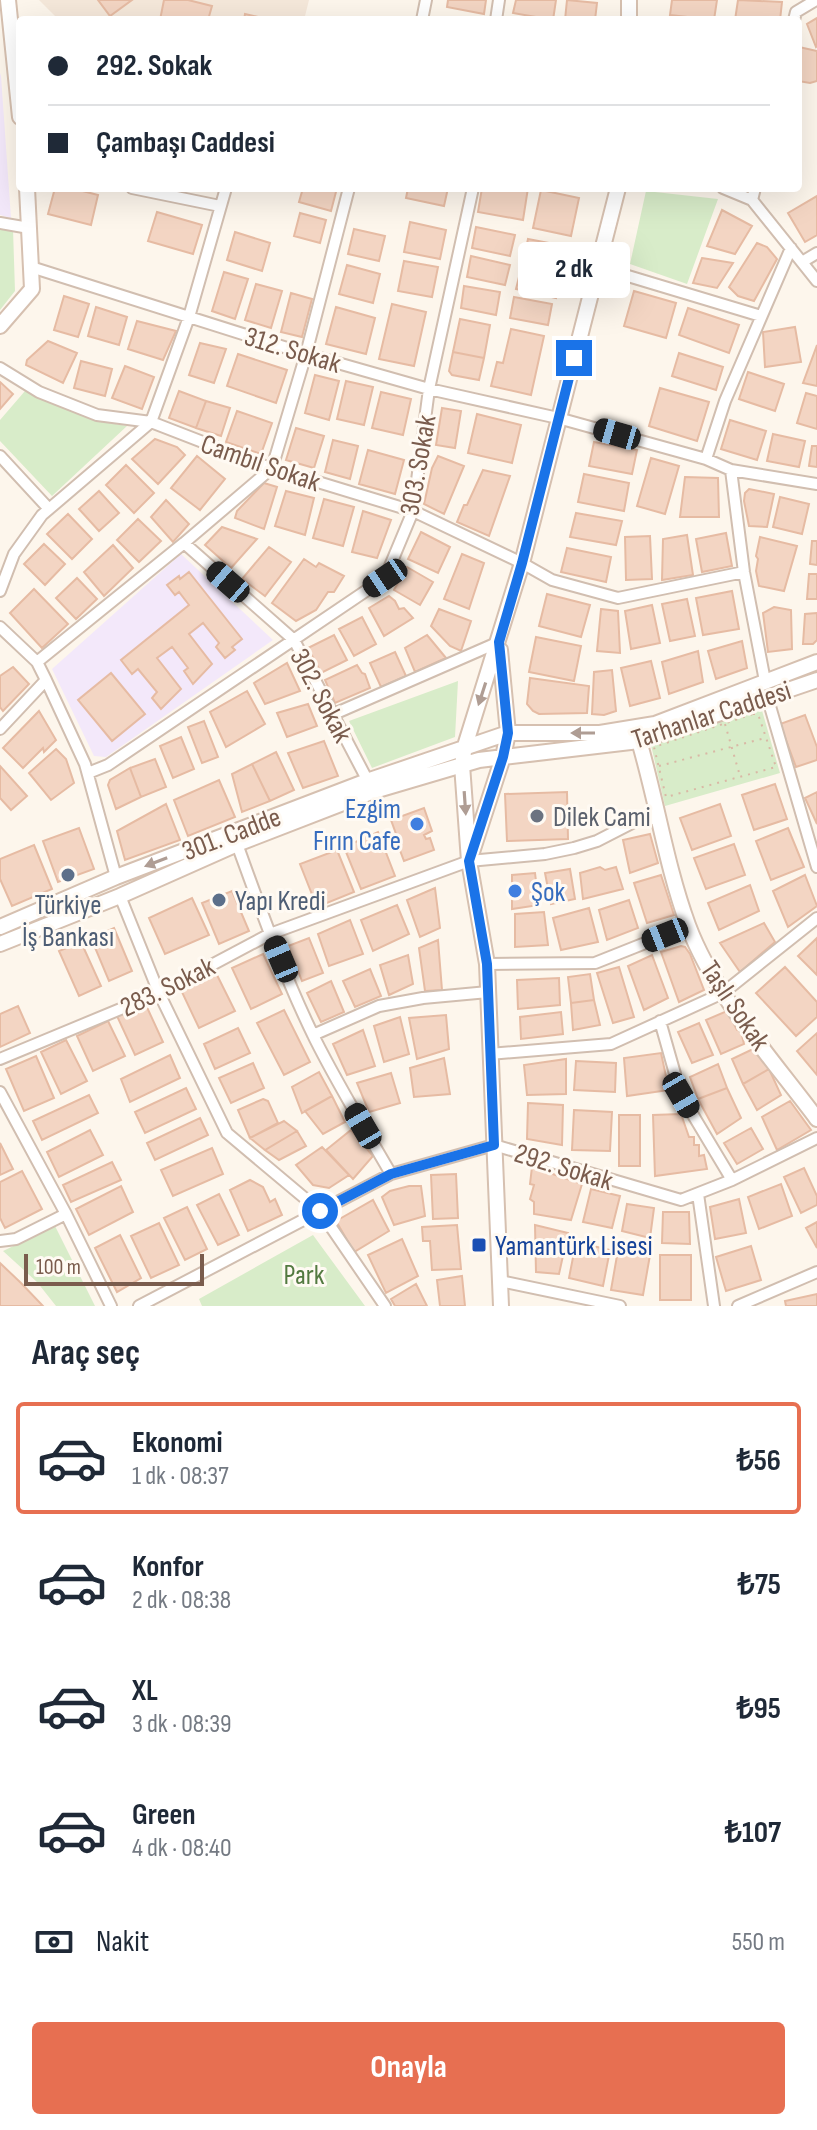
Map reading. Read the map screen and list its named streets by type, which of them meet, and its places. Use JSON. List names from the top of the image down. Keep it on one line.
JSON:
{"streets":{"main road":["Tarhanlar Caddesi","301. Cadde","Taşlı Sokak"],"street":["312. Sokak","Cambıl Sokak","303. Sokak","302. Sokak","283. Sokak","292. Sokak"]},"crossings":[["312. Sokak","303. Sokak"],["Cambıl Sokak","303. Sokak"],["303. Sokak","302. Sokak"],["302. Sokak","301. Cadde"],["Tarhanlar Caddesi","301. Cadde"],["Tarhanlar Caddesi","Taşlı Sokak"],["283. Sokak","Taşlı Sokak"]],"parks":["Park"],"places":{"other":["Dilek Cami","Ezgim Fırın Cafe","Türkiye İş Bankası","Şok","Yapı Kredi"],"transit":["Yamantürk Lisesi"]},"scale_bar":"100 m","page":{"banner":["292. Sokak","Çambaşı Caddesi"],"bubble":"2 dk","scale":"100 m","heading":"Araç seç","list":[{"name":"Ekonomi","note":"1 dk · 08:37","value":"₺56"},{"name":"Konfor","note":"2 dk · 08:38","value":"₺75"},{"name":"XL","note":"3 dk · 08:39","value":"₺95"},{"name":"Green","note":"4 dk · 08:40","value":"₺107"}],"pay":["Nakit","550 m"],"buttons":"Onayla"}}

**Aim of the exercise:**
Return each line from the material above exactly, but not the pictures.

**Exercise answer:**
Map reading. Read the map screen and list its named streets by type, which of them meet, and its places. Use JSON. List names from the top of the image down. Keep it on one line.
JSON:
{"streets":{"main road":["Tarhanlar Caddesi","301. Cadde","Taşlı Sokak"],"street":["312. Sokak","Cambıl Sokak","303. Sokak","302. Sokak","283. Sokak","292. Sokak"]},"crossings":[["312. Sokak","303. Sokak"],["Cambıl Sokak","303. Sokak"],["303. Sokak","302. Sokak"],["302. Sokak","301. Cadde"],["Tarhanlar Caddesi","301. Cadde"],["Tarhanlar Caddesi","Taşlı Sokak"],["283. Sokak","Taşlı Sokak"]],"parks":["Park"],"places":{"other":["Dilek Cami","Ezgim Fırın Cafe","Türkiye İş Bankası","Şok","Yapı Kredi"],"transit":["Yamantürk Lisesi"]},"scale_bar":"100 m","page":{"banner":["292. Sokak","Çambaşı Caddesi"],"bubble":"2 dk","scale":"100 m","heading":"Araç seç","list":[{"name":"Ekonomi","note":"1 dk · 08:37","value":"₺56"},{"name":"Konfor","note":"2 dk · 08:38","value":"₺75"},{"name":"XL","note":"3 dk · 08:39","value":"₺95"},{"name":"Green","note":"4 dk · 08:40","value":"₺107"}],"pay":["Nakit","550 m"],"buttons":"Onayla"}}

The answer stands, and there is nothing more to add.